Two remarks, anyway:
P5L27P6L2: I don’t see the interest of presenting the approximation on L29. I tested the equation on L29 and found it fitted quite loosely equation 6. In addition, as I understand, this equation was not used in the paper and equality between tlpf and tau was not assumed further. Maybe could you consider to skip this.
P5L29: I’m wondering about the equality (and below, the proportionality) between tlpf and tau. Indeed, these two time constants are a priori not physically linked (except when both result from tube attenuation, which is of course an important case) and I’m wondering if you don’t loose generality by introducing this dependency. This question is discussed below but, in the end, there is no clear description on how you really implement the transfer function computation: do you fit an equation for H Hp based on equations (5) and (6) ? On equation (5) and those of P5L29? Do you consider tau and tlpf as independent parameters or do you relate them in some way?
Material and methods:
No specific comments. Clear and well presented. It is important to keep in mind (Sect 3.2.2) that the results presented below are not based on real measurements (I mean the attenuation is artificially provoked and does not reflect real attenuation processes), which is a limitation of the study (but this is well stated in the discussion).
Results:
P9L1324: Same remark as above: the proportionality between tau and tlps is clear here as both time constant result from an artificial attenuation but how would this relation look like in the case of measurements with a real attenuation and a real time lag, possibly independent ?
P9L2527: I was not sure to understand well: is it an approach that mimics the covariance maximisation procedure? If yes, it could be worth specifying it explicitly.
P10L2: What’s the meaning of s in Eq 14 (second, I suppose, but I would not mix symbols and units in a formula).
P10L34: This sentence let me hunger. As high attenuation could occur often (especially for gases other than CO2) this question should be clarified.

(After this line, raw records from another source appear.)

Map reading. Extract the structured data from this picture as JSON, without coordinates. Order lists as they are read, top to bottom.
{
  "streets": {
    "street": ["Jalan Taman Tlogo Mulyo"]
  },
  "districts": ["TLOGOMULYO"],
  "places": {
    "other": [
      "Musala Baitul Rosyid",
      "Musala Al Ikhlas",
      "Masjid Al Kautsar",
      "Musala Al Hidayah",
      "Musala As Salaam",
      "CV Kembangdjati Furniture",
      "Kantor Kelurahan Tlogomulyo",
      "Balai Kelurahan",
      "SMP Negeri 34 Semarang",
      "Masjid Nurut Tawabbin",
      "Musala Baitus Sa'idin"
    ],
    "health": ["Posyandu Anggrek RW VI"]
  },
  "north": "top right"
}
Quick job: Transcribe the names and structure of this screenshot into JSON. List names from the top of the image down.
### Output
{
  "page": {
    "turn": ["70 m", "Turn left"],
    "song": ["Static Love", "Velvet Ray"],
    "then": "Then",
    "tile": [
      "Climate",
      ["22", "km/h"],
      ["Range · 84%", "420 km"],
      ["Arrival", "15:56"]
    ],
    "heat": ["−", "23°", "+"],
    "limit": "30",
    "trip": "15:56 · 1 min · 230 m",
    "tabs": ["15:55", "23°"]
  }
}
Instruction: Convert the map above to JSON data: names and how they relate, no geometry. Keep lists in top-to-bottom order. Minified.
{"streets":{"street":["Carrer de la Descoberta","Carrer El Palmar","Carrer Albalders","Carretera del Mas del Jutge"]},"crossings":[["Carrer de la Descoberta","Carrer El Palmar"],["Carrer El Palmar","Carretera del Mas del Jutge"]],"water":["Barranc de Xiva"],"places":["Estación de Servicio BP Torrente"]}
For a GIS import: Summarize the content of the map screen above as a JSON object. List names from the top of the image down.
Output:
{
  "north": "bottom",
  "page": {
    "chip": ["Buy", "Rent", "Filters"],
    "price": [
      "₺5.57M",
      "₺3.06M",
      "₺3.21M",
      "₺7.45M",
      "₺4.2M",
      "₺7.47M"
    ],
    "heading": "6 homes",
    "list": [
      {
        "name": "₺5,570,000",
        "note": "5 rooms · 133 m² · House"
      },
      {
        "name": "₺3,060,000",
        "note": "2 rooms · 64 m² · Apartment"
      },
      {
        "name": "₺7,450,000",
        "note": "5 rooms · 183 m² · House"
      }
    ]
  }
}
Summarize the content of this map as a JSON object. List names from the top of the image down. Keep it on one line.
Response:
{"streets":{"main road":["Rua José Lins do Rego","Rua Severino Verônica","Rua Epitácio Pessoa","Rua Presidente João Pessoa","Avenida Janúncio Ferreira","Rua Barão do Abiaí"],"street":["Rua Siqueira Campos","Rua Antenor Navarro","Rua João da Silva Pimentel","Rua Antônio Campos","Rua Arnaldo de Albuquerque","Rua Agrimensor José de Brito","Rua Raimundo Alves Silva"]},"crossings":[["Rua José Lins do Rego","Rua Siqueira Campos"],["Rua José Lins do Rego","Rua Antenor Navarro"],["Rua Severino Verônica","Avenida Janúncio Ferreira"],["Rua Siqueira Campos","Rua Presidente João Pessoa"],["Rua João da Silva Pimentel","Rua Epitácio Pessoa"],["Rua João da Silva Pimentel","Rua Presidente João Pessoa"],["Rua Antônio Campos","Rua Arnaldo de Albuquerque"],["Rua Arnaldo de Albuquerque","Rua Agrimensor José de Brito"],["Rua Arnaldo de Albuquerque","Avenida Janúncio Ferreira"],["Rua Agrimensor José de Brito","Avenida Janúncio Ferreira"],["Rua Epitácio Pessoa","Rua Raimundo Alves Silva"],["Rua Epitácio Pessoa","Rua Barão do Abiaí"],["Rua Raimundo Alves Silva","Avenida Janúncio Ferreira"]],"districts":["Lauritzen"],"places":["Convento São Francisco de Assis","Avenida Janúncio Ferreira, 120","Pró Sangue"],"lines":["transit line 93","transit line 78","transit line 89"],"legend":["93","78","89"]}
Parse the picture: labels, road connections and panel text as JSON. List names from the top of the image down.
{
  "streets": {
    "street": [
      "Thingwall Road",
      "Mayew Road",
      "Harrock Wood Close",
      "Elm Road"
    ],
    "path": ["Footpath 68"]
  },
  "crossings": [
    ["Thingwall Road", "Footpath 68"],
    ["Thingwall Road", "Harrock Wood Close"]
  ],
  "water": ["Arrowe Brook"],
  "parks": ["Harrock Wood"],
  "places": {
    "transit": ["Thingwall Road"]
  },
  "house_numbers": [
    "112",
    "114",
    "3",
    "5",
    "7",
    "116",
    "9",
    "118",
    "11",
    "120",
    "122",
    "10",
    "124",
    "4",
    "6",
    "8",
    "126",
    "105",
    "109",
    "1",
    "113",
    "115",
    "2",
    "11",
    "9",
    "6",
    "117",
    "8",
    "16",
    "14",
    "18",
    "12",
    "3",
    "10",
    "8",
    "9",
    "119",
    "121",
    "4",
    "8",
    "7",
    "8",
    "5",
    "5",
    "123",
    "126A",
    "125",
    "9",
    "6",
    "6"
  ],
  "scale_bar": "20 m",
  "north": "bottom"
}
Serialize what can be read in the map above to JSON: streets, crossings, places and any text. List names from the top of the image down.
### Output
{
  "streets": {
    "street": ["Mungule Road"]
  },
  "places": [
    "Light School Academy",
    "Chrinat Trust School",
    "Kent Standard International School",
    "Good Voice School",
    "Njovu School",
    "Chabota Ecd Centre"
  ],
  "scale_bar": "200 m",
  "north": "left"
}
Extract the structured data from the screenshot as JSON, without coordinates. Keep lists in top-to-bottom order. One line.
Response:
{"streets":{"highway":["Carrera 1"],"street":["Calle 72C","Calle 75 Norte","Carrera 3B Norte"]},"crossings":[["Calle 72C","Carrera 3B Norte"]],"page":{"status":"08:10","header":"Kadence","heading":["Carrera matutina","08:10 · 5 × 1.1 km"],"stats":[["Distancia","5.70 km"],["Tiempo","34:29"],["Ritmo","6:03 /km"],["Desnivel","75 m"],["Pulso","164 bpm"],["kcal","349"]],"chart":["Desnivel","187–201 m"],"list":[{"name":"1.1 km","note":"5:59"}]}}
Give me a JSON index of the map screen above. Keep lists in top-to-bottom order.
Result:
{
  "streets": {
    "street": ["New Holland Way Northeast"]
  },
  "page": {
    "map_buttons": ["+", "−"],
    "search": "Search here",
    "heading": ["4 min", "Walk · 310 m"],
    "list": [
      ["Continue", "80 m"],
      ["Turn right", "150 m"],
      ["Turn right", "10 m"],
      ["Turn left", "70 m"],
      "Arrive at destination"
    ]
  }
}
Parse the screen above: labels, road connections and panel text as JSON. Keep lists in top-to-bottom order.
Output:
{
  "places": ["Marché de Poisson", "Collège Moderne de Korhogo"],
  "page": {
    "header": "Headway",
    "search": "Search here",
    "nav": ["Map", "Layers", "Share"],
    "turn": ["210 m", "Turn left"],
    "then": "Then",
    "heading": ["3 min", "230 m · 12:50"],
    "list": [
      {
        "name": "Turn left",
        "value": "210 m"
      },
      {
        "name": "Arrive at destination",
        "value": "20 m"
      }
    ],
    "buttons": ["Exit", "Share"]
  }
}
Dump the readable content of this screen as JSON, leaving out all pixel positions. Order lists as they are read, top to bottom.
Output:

Which attenuation levels do you consider? what is the order of magnitude of the bias? what is the impact of this bias on the next steps (correction factor estimation)?
P13 Fig 4: As I understand, the red curve corresponds to Method 1, the blue one to Method 3 and the black one to method 4. Is it correct? A direct reference to the method could facilitate figure reading (and why is method 2 absent from the figure?)
P14L5: isn’t it rather by the ratio of cospectral peak frequency to the cut off frequency ?
P15Fig6: The legend is not fully clear. I suppose that the symbols refer to the sites and the colours to stability conditions. This should be stated more clearly.
P15Fig6: I’m intrigued by the curve of Hyytialla in unstable conditions for methods 2, 3 and 4. Why is the bias positive, contrary to other site/conditions? Can you comment on this?
I’m also intrigued by the fact that the Method 4 more overestimates the correction factor than Methods 2 and 3 (and thus seems to work less good) at Hyytialla in unstable conditions. Here also I would expect a comment.
P15L26: I think that the figure shows clearly that the Method 1 gives different results from the three other methods. To my opinion Methods 2, 3, 4 provide all reasonable estimates of the correction factors while Method 1 biases the correction factors due, as you showed in the theory section, to a misinterpretation of the theory. In this sense, giving a relation to quantify the bias introduced by Method 1 is maybe not very useful. It could appear more clearly that this method is wrong and should be definitely not recommended (which notably implies a modification of the ICOS protocol).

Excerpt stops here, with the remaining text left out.